You can add tasks, duties, responsibilities and behaviors to the list, and/or invite team members to add to the list with ideas or specific examples, before the exercise. To shorten and simplify the exercise remove items for which similar terms exist, and combine other similar items, for example, reporting and monitoring.

managing leading
reporting
monitoring
budgeting
measuring
applying rules and policies
discipline
running meetings
interviewing
recruiting
counseling
coaching
problem-solving
decision-making
mentoring
negotiating
selling and persuading
doing things right
using systems
communicating instructions
assessing performance
appraising people
getting people to do things
formal team briefing
responding to emails
planning schedules
delegating
reacting to requests
reviewing performance
time management
organizing resources
implementing tactics
team-building
taking responsibility
identifying the need for action
having courage
consulting with team
giving responsibility to others
determining direction
explaining decisions
making painful decisions
defining aims and objectives
being honest with people
developing strategy
keeping promises
working alongside team members
sharing a vision with team members
motivating others
doing the right thing
taking people with you
developing successors
inspiring others
resolving conflict
allowing the team to make mistakes
taking responsibility for mistakes
nurturing and growing people
giving praise
thanking people
giving constructive feedback
accepting criticism and suggestions
being determined
acting with integrity
listening

See more at: https://www.amazon.com/Leading-Successful-PMOs-Management-Business/dp/1409418375

Adaptation For Life’s Onion

Life’s Onion® has 3 layers of 4 peels and a central core. The 12 peels/petals can be removed, replaced, and exchanged – and can be written upon with sharpie markers.

To adapt this exercise, have participants assign ‘leadership’ qualities to the inside of the peels and ‘management’ qualities to the outside. In this context, the central core would be considered a pure leadership skill. Consider allowing the group to determine what they consider the most significant and central leadership skill (vision? trust? inspiration?).

The strength of association that each item has with either heading can be indicated by how close each item is positioned in relation to the central core.
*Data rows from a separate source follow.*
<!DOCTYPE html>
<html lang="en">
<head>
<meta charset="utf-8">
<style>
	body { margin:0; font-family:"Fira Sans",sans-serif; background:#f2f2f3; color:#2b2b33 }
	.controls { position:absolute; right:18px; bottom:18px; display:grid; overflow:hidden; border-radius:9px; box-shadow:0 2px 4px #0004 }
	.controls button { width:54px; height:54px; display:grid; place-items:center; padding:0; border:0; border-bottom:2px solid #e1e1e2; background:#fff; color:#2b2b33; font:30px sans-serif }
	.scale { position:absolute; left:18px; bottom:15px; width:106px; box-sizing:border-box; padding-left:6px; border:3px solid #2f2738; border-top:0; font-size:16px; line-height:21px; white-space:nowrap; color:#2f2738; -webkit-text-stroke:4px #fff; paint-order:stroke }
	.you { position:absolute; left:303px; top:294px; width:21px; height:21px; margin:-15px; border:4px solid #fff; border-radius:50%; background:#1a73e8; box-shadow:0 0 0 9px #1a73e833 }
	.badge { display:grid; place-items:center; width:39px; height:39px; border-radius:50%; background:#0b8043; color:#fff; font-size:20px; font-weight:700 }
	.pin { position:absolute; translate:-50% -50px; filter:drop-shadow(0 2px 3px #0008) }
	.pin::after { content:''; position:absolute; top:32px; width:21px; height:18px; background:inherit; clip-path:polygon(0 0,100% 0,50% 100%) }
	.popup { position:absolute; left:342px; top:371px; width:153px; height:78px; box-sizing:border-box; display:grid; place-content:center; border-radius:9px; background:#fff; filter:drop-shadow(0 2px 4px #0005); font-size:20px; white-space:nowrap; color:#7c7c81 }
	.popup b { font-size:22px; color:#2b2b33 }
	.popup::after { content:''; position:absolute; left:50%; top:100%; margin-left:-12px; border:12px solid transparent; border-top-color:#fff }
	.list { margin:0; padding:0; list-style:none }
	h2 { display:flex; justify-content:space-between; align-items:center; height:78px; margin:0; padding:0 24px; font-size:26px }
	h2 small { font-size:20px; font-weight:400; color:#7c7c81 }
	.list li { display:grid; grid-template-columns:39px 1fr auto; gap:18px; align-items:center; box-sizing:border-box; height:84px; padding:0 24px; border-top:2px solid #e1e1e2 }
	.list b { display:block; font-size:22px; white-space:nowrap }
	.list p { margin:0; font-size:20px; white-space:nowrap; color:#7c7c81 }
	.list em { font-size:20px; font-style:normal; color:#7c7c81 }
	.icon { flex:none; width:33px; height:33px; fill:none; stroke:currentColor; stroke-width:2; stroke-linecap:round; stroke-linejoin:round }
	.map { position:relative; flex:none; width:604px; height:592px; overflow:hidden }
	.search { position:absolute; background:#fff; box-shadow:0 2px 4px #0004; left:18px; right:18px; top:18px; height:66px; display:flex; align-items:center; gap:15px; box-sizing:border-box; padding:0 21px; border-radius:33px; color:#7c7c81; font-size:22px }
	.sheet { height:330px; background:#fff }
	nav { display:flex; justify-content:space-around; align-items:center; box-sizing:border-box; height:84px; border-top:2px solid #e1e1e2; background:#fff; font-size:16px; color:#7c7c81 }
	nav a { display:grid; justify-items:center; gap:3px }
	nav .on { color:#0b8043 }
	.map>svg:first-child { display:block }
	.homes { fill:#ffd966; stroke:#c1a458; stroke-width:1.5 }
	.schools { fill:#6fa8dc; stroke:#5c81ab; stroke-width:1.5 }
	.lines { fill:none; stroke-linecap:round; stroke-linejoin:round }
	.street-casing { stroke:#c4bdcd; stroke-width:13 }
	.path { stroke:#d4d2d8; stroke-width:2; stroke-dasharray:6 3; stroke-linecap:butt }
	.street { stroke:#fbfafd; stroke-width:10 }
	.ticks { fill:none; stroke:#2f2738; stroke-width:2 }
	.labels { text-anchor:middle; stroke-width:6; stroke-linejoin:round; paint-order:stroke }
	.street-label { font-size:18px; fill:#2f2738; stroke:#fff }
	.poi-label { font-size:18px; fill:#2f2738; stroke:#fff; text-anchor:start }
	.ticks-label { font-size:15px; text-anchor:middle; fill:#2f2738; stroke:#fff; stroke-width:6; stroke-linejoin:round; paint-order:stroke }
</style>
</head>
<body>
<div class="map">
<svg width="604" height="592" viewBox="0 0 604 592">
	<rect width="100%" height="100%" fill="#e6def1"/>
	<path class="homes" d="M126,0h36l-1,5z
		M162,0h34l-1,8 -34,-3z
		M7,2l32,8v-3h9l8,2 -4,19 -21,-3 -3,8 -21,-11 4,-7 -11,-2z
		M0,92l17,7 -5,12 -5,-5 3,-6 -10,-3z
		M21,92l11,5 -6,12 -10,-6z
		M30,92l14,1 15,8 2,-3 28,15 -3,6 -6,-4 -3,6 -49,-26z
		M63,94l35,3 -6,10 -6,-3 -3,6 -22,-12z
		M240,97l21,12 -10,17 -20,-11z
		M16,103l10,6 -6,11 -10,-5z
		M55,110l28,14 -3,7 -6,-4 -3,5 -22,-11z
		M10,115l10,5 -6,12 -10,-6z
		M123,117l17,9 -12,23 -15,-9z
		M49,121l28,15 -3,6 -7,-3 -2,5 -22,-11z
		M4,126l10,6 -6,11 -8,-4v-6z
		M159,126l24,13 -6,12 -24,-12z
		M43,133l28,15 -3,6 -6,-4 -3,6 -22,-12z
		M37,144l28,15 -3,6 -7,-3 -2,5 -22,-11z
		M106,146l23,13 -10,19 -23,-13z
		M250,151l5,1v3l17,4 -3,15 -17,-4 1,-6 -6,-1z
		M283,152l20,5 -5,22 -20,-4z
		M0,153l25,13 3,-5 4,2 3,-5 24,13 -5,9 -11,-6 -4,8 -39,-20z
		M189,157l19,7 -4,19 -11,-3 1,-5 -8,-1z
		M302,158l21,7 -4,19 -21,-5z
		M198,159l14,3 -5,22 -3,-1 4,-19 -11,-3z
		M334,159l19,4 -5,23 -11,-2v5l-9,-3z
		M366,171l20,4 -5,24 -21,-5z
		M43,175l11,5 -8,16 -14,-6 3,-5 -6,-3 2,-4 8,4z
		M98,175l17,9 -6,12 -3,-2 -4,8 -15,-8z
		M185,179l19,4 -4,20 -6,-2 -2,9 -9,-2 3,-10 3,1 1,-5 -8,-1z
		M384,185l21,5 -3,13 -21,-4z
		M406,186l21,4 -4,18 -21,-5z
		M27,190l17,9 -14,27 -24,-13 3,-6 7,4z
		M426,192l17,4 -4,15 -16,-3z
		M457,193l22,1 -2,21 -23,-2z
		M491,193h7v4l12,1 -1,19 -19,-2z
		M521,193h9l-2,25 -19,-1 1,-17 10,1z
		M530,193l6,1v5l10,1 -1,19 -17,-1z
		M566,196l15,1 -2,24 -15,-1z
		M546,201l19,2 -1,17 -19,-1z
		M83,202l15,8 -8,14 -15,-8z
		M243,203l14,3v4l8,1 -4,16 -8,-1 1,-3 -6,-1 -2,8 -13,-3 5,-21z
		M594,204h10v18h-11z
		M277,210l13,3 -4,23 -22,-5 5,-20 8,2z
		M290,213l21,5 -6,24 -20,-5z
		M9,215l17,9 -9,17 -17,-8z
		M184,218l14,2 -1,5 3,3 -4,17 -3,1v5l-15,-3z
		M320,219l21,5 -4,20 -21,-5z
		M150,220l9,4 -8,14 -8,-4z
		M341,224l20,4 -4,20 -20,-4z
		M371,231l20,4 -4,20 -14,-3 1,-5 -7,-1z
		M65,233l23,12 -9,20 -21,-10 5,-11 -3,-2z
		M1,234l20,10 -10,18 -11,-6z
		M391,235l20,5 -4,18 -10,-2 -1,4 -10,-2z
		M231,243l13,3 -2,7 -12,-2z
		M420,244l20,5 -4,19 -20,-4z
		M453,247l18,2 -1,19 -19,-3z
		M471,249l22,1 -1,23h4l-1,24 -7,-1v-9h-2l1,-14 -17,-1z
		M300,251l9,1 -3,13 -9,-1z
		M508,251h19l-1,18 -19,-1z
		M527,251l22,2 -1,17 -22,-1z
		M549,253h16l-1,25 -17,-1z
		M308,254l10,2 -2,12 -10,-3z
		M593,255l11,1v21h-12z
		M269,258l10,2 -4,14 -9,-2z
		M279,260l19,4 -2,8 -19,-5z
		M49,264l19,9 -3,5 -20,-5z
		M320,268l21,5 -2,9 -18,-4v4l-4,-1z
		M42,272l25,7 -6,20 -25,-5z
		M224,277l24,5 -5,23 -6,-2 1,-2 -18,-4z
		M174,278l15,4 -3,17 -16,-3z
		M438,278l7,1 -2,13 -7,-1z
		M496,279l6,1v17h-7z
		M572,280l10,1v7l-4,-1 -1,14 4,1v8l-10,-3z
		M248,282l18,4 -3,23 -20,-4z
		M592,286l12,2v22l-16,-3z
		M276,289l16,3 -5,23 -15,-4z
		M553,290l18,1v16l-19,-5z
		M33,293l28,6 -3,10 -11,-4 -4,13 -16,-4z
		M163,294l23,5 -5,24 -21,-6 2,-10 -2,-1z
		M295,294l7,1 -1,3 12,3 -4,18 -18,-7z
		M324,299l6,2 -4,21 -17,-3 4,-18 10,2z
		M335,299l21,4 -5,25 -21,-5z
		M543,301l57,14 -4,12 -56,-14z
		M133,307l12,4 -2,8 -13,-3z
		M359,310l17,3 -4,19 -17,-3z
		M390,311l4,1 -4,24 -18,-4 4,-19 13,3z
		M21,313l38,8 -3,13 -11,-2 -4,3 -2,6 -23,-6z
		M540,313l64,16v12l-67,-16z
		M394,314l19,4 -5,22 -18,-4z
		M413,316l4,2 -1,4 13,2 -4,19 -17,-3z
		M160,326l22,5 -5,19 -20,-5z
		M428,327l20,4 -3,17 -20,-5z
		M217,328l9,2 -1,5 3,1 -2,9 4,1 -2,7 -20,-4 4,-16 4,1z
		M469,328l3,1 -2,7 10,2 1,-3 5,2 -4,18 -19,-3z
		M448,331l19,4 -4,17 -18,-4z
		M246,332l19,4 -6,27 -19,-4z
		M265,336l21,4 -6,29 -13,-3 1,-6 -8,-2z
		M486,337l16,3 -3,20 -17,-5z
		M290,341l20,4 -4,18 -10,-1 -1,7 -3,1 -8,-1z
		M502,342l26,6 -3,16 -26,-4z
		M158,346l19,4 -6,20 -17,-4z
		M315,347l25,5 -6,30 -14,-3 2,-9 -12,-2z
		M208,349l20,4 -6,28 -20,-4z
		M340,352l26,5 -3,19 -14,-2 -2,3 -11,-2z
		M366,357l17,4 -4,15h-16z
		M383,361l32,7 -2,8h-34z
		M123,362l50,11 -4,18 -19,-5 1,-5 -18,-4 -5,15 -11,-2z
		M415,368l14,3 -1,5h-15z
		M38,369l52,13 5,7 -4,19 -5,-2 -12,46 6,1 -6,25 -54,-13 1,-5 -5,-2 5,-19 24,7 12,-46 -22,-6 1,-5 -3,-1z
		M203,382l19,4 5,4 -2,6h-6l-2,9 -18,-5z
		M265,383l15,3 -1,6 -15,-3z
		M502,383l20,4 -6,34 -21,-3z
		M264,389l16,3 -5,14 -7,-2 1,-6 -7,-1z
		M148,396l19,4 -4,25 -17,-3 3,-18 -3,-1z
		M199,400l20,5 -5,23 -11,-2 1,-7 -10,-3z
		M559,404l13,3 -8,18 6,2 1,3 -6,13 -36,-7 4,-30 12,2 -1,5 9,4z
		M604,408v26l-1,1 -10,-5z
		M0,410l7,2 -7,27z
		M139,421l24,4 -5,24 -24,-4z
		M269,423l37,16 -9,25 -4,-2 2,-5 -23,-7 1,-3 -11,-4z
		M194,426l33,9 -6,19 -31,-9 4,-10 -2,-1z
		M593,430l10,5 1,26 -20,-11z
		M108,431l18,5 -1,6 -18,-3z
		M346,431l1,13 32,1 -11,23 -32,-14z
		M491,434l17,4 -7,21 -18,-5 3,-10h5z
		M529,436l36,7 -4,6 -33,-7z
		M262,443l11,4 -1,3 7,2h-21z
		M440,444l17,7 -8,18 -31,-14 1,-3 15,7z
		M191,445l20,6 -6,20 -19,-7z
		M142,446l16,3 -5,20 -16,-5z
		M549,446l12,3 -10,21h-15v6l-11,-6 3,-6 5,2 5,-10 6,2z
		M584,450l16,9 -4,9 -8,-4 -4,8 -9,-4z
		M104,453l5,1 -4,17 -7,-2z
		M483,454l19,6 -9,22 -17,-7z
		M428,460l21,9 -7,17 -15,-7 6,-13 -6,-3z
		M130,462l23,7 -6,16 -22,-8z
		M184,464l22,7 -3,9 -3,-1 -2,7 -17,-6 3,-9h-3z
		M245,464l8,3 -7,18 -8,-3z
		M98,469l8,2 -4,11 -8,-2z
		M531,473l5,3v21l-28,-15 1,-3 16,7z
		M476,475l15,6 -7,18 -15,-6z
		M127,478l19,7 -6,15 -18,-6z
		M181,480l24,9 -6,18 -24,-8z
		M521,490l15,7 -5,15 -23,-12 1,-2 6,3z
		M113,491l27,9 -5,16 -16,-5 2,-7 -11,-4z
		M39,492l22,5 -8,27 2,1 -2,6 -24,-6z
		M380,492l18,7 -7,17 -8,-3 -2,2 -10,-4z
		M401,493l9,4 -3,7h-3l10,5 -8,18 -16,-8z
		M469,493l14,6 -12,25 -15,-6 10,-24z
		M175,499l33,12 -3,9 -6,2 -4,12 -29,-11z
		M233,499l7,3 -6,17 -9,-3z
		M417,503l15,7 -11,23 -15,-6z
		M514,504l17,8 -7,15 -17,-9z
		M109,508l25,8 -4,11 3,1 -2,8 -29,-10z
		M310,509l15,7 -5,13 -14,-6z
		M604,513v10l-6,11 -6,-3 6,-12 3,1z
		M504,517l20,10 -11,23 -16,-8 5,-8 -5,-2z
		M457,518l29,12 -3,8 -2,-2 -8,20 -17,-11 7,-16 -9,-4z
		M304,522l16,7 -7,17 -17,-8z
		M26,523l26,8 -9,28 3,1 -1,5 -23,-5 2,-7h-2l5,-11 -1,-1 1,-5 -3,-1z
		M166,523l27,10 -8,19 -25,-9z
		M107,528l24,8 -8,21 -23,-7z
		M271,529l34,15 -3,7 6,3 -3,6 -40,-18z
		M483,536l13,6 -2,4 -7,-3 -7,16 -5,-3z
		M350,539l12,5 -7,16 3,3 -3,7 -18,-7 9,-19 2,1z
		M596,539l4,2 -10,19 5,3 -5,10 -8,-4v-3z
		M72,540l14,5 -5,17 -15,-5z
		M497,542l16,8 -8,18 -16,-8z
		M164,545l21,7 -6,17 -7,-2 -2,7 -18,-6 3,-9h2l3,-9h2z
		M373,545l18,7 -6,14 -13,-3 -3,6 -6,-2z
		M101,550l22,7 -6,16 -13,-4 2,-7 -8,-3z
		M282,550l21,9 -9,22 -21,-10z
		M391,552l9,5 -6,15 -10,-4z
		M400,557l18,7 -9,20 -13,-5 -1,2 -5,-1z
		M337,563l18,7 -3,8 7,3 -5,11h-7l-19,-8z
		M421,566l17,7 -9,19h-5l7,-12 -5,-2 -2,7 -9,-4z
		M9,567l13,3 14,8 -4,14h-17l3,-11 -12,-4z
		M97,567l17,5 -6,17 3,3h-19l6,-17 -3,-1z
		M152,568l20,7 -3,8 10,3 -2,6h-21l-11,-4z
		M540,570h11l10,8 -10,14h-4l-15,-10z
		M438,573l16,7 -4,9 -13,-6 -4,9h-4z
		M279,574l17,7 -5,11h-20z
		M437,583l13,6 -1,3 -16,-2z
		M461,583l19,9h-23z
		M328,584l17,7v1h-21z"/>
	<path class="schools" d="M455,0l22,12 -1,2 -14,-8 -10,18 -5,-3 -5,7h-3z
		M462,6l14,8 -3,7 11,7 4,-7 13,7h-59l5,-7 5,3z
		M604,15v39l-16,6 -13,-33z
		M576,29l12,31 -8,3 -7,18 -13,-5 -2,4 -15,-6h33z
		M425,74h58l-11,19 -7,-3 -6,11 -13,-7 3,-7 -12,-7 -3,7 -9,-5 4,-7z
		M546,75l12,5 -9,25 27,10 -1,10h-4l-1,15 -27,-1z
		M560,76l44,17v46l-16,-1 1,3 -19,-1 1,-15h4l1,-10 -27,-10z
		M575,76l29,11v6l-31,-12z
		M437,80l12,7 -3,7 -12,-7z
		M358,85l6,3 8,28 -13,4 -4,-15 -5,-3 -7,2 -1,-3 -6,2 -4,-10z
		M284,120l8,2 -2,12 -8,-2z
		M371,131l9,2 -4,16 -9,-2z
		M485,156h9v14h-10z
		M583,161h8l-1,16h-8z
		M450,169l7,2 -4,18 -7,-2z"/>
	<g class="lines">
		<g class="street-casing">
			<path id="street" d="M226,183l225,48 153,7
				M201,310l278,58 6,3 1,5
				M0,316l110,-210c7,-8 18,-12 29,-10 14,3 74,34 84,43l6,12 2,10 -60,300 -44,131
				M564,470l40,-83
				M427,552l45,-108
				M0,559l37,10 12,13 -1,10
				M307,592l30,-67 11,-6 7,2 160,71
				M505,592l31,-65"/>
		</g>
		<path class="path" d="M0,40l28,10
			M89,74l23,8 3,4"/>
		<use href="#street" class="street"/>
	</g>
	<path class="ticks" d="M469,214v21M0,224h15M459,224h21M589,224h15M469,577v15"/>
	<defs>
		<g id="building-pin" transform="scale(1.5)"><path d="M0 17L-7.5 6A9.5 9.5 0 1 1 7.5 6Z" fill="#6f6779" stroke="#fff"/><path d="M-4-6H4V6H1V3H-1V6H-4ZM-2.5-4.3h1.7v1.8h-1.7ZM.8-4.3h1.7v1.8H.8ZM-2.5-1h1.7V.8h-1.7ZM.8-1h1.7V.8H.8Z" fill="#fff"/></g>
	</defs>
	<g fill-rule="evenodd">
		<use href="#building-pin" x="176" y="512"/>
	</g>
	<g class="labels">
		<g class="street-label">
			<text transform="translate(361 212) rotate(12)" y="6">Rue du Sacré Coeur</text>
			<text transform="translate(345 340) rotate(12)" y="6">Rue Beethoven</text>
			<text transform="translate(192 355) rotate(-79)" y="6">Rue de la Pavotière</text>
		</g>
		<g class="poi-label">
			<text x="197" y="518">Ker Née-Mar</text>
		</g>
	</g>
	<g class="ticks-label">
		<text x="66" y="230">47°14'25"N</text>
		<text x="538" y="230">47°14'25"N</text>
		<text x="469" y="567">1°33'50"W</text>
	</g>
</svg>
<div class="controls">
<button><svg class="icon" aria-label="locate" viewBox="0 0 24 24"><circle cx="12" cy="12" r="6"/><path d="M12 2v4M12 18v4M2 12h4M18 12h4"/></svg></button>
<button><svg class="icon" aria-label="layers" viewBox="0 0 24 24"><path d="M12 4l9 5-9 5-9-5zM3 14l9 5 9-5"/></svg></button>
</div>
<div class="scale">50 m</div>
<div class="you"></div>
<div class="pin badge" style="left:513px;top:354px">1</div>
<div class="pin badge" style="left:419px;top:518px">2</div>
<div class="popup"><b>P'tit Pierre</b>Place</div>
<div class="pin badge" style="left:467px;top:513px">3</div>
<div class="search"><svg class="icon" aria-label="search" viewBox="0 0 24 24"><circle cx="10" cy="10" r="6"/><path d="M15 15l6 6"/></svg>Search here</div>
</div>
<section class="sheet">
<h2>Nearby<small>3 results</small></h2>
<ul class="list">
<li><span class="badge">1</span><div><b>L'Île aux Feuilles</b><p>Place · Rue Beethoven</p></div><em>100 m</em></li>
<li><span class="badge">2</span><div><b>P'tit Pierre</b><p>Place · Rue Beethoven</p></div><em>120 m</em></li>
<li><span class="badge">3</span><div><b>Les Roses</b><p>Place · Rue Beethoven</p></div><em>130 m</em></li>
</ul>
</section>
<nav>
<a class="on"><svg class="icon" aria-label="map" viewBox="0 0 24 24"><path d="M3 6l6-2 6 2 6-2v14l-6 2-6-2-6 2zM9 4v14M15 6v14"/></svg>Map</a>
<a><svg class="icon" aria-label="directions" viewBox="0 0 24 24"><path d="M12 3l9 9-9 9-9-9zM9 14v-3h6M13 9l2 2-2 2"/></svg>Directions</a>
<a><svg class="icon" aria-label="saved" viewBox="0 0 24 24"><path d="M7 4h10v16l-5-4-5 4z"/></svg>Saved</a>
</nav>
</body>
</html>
This creates a highly visual ‘map’ of management and leadership competencies and can effectively illustrate areas of overlap.

The review discussion should investigate reasons and examples for why items are positioned and can involve moving items around to each team’s or group’s satisfaction and agreement. For a deeper exploration, consider using the Life’s Onion workbook to unpack each layer of management and leadership competencies and qualities.